The term "politburo" in English comes from the Russian Politbyuro (Политбюро), itself a contraction of Politicheskoye Byuro (Политическое бюро, "Political Bureau"). The Spanish term Politburó is directly loaned from Russian, as is the German Politbüro. Chinese uses a calque (Chinese: 政治局; pinyin: Zhèngzhìjú), from which the Vietnamese (Bộ Chính trị), and Korean (정치국, 政治局 Jeongchiguk) terms derive.
The first politburo was created in Russia by the Bolshevik Party in 1917 to provide strong and continuous leadership during the Russian Revolution occurring during the same year. The first Politburo had seven members: Lenin, Zinoviev, Kamenev, Trotsky, Stalin, Sokolnikov, and Bubnov. During the 20th century, nations that had a politburo included the USSR, East Germany, Afghanistan, Czechoslovakia and China, amongst others. Today, there are five countries that have a politburo system (China, North Korea, Laos, Vietnam, and Cuba).
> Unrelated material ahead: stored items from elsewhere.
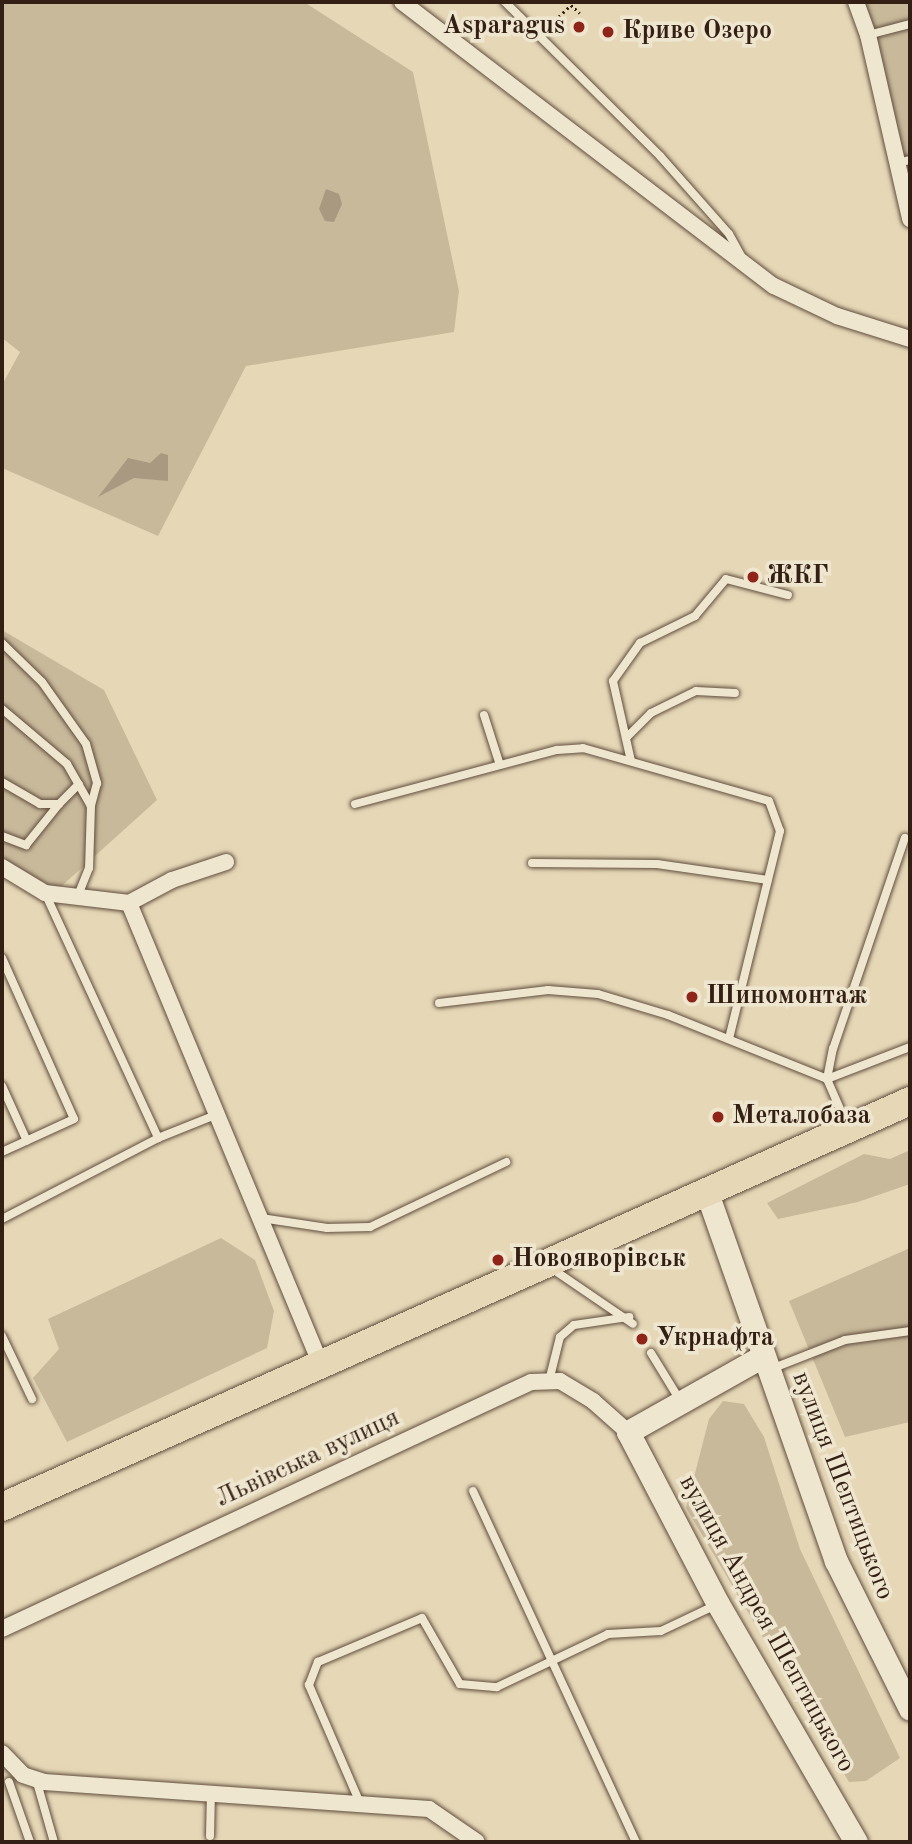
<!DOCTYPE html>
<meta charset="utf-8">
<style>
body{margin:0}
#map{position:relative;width:912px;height:1844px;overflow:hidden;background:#e6d8b7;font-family:"Old Standard TT",serif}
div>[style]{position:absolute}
.green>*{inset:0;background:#c8b99b}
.water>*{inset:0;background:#a99980}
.path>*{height:2.5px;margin-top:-1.25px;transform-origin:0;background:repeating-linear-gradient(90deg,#331f14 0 2px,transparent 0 5.5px)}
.roads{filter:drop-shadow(0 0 2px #604d3d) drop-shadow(0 0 2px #604d3d)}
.lane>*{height:8px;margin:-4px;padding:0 4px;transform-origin:4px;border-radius:4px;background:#efe6d0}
.street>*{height:16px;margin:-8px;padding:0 8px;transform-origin:8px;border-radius:8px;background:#efe6d0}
.secondary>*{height:23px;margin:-11.5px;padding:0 11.5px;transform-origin:11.5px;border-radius:11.5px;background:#efe6d0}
.highway>*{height:28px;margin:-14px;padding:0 14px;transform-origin:14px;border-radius:14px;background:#e6d8b7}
.dots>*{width:19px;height:19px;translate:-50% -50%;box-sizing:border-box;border:4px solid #efe6d0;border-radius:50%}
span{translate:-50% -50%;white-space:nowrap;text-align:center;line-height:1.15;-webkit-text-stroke:7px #efe6d0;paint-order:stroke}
.poi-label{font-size:26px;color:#331f14;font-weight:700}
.right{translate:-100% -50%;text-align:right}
.left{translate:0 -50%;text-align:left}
.street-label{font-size:26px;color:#331f14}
.frame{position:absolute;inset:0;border:4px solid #331f14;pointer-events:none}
</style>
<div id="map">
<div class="green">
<i style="clip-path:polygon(2px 2px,304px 2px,413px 72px,459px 291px,454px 332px,246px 366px,158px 536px,2px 468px,2px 385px,20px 352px,2px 338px)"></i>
<i style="clip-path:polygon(863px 2px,910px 2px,910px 180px,894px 113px)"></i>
<i style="clip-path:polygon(2px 630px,104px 690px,157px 800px,55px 892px,2px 857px)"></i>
<i style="clip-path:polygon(910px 1150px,910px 1184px,858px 1202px,778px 1219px,767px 1203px,864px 1154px,890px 1159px)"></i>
<i style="clip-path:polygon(221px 1238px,255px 1260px,274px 1311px,267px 1348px,67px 1442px,33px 1378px,59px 1349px,48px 1319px)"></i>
<i style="clip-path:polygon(910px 1248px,910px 1422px,845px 1437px,789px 1301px)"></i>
<i style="clip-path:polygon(723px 1401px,744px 1404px,764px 1437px,800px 1549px,900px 1758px,866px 1781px,849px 1782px,686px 1508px,709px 1419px)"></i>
</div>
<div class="water">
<i style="clip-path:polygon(326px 189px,339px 194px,342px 204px,334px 222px,325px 221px,319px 209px)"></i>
<i style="clip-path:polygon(161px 453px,168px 455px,168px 481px,134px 478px,98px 497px,128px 458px,150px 463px)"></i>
</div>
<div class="path">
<i style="left:547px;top:28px;width:33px;rotate:-44deg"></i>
<i style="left:571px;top:5px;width:12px;rotate:42deg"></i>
</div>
<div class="roads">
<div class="lane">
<i style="left:505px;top:2px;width:218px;rotate:44.8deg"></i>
<i style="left:660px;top:156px;width:104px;rotate:48.5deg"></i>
<i style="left:729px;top:234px;width:25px;rotate:61deg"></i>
<i style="left:868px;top:35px;width:43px;rotate:-14.7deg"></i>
<i style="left:896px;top:163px;width:14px;rotate:-12deg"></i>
<i style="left:2px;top:643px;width:56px;rotate:44.3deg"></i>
<i style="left:42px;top:682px;width:76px;rotate:54.6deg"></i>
<i style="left:86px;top:744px;width:41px;rotate:74.2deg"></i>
<i style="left:97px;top:783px;width:24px;rotate:105deg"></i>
<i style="left:2px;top:709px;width:85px;rotate:40.2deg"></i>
<i style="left:67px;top:764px;width:48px;rotate:60.3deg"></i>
<i style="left:91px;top:806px;width:62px;rotate:91.8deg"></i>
<i style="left:89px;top:868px;width:32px;rotate:112deg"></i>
<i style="left:484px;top:715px;width:52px;rotate:72.3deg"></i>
<i style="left:626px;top:738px;width:35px;rotate:-45deg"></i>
<i style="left:651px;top:713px;width:50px;rotate:-26.1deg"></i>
<i style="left:696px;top:691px;width:39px;rotate:3deg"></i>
<i style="left:631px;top:761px;width:82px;rotate:-102.7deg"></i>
<i style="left:613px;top:681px;width:47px;rotate:-54.6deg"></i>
<i style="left:640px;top:643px;width:61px;rotate:-26.1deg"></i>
<i style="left:695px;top:616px;width:48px;rotate:-50deg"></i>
<i style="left:726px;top:579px;width:64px;rotate:14.5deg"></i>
<i style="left:2px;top:782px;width:44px;rotate:30.1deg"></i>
<i style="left:40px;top:804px;width:19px"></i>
<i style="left:59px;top:804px;width:28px;rotate:-45deg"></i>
<i style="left:355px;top:804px;width:209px;rotate:-15deg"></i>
<i style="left:557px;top:750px;width:26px;rotate:-4deg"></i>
<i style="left:583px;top:748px;width:193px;rotate:15.9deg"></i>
<i style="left:769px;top:801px;width:32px;rotate:70deg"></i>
<i style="left:780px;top:831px;width:214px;rotate:103.8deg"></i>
<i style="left:2px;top:836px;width:26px;rotate:21deg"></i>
<i style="left:26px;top:845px;width:53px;rotate:-51.2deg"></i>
<i style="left:532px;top:863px;width:125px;rotate:0.5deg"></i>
<i style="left:657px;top:864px;width:112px;rotate:8.2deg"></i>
<i style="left:45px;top:893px;width:270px;rotate:65.2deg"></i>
<i style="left:2px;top:958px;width:176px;rotate:65.9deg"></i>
<i style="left:74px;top:1119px;width:79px;rotate:155.4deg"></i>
<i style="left:439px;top:1003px;width:110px;rotate:-6.8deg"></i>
<i style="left:548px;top:990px;width:50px;rotate:4.6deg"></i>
<i style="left:598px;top:994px;width:73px;rotate:16.7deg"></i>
<i style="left:668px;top:1015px;width:171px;rotate:21.9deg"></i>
<i style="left:827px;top:1079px;width:50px;rotate:66.5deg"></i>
<i style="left:827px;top:1079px;width:31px;rotate:-79deg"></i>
<i style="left:833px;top:1049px;width:223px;rotate:-71.2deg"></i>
<i style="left:827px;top:1079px;width:89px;rotate:-21.1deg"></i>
<i style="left:2px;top:1086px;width:60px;rotate:65.6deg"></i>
<i style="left:261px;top:1218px;width:67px;rotate:8.6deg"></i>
<i style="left:327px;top:1228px;width:43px;rotate:-1.3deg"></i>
<i style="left:370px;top:1227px;width:151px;rotate:-25.5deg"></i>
<i style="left:2px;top:1219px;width:176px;rotate:-27.4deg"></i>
<i style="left:158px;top:1138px;width:65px;rotate:-21.8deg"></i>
<i style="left:551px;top:1268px;width:99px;rotate:34.3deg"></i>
<i style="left:2px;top:1336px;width:70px;rotate:64.5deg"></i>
<i style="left:651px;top:1353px;width:57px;rotate:58.5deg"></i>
<i style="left:771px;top:1369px;width:79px;rotate:-21.4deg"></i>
<i style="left:845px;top:1340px;width:66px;rotate:-7.9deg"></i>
<i style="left:549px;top:1381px;width:45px;rotate:-76deg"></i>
<i style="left:560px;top:1337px;width:18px;rotate:-41deg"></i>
<i style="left:574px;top:1325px;width:56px;rotate:-8.3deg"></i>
<i style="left:473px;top:1491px;width:387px;rotate:65.1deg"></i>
<i style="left:36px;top:1779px;width:66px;rotate:74.1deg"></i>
<i style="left:9px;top:1782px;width:64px;rotate:70.7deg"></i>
<i style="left:360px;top:1803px;width:129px;rotate:-113.4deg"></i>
<i style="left:309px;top:1685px;width:25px;rotate:-69deg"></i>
<i style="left:318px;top:1662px;width:113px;rotate:-22.9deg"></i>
<i style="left:422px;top:1618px;width:76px;rotate:60.1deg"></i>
<i style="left:460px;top:1684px;width:37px;rotate:5deg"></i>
<i style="left:497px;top:1687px;width:123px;rotate:-25.5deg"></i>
<i style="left:608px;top:1634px;width:53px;rotate:-3.2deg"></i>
<i style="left:661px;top:1631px;width:61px;rotate:-25.3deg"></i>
<i style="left:210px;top:1836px;width:43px;rotate:-88.7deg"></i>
</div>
<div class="street">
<i style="left:402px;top:2px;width:468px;rotate:37.4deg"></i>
<i style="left:774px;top:286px;width:70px;rotate:25.5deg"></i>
<i style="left:837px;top:316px;width:77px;rotate:17.5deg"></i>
<i style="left:856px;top:2px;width:35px;rotate:70deg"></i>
<i style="left:868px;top:35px;width:189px;rotate:77.1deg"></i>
<i style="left:2px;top:867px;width:50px;rotate:31.2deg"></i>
<i style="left:45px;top:893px;width:85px;rotate:6.8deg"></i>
<i style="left:129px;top:903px;width:500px;rotate:67.43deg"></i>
<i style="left:129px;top:903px;width:49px;rotate:-28.1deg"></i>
<i style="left:172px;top:880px;width:57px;rotate:-18.4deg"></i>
<i style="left:2px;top:1629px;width:584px;rotate:-25.03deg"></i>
<i style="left:531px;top:1382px;width:29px;rotate:-2deg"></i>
<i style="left:560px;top:1381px;width:39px;rotate:31deg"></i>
<i style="left:593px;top:1401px;width:47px;rotate:41.5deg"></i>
<i style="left:2px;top:1753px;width:30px;rotate:46deg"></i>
<i style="left:23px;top:1775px;width:22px;rotate:18deg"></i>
<i style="left:44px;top:1782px;width:386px;rotate:4deg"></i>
<i style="left:429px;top:1809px;width:58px;rotate:34.5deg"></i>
</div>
<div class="secondary">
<i style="left:706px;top:1190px;width:393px;rotate:70.7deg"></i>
<i style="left:836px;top:1561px;width:165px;rotate:63.4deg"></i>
<i style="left:763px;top:1356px;width:155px;rotate:150.6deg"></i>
<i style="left:628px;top:1432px;width:194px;rotate:62.4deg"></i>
<i style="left:718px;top:1604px;width:275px;rotate:59.9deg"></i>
</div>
<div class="highway">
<i style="left:2px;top:1507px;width:995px;rotate:-24.09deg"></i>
</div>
</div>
<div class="dots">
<i style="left:579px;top:27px;background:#8f2418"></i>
<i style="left:608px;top:32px;background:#8f2418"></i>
<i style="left:753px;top:577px;background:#8f2418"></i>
<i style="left:692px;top:997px;background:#8f2418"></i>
<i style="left:718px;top:1117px;background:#8f2418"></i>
<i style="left:498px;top:1260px;background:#8f2418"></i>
<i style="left:642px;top:1339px;background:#8f2418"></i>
</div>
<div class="poi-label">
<span class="right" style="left:565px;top:27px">Asparagus</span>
<span class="left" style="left:622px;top:32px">Криве Озеро</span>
<span class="left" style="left:767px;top:577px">ЖКГ</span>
<span class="left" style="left:706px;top:997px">Шиномонтаж</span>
<span class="left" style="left:732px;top:1117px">Металобаза</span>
<span class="left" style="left:512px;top:1260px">Новояворівськ</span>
<span class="left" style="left:656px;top:1339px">Укрнафта</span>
</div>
<div class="street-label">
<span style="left:308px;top:1459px;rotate:-25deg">Львівська вулиця</span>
<span style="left:842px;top:1486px;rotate:69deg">вулиця Шептицького</span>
<span style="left:766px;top:1624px;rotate:61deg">вулиця Андрея Шептицького</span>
</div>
<div class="frame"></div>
</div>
In socialist states, the party is seen as the vanguard of the people and from that legitimizes itself to lead the state. In that way, the party officials in the Politburo informally lead the state.
Officially, the Party Congress elects a Central Committee which, in turn, elects the Politburo and General Secretary in a process termed democratic centralism. The Politburo was theoretically answerable to the Central Committee. Under Stalin this model was reversed, and it was the General Secretary who determined the composition of the Politburo and Central Committee. This tendency decreased to some extent after Stalin's death, though in practice the Politburo remained a self-perpetuating body whose decisions de facto had the force of law.
In Trotskyist parties, the Politburo is a bureau of the Central Committee tasked with making day-to-day political decisions, which must later be ratified by the Central Committee. It is appointed by the Central Committee from among its members. The post of General Secretary carries far less weight in this model. See, for example, the Lanka Sama Samaja Party.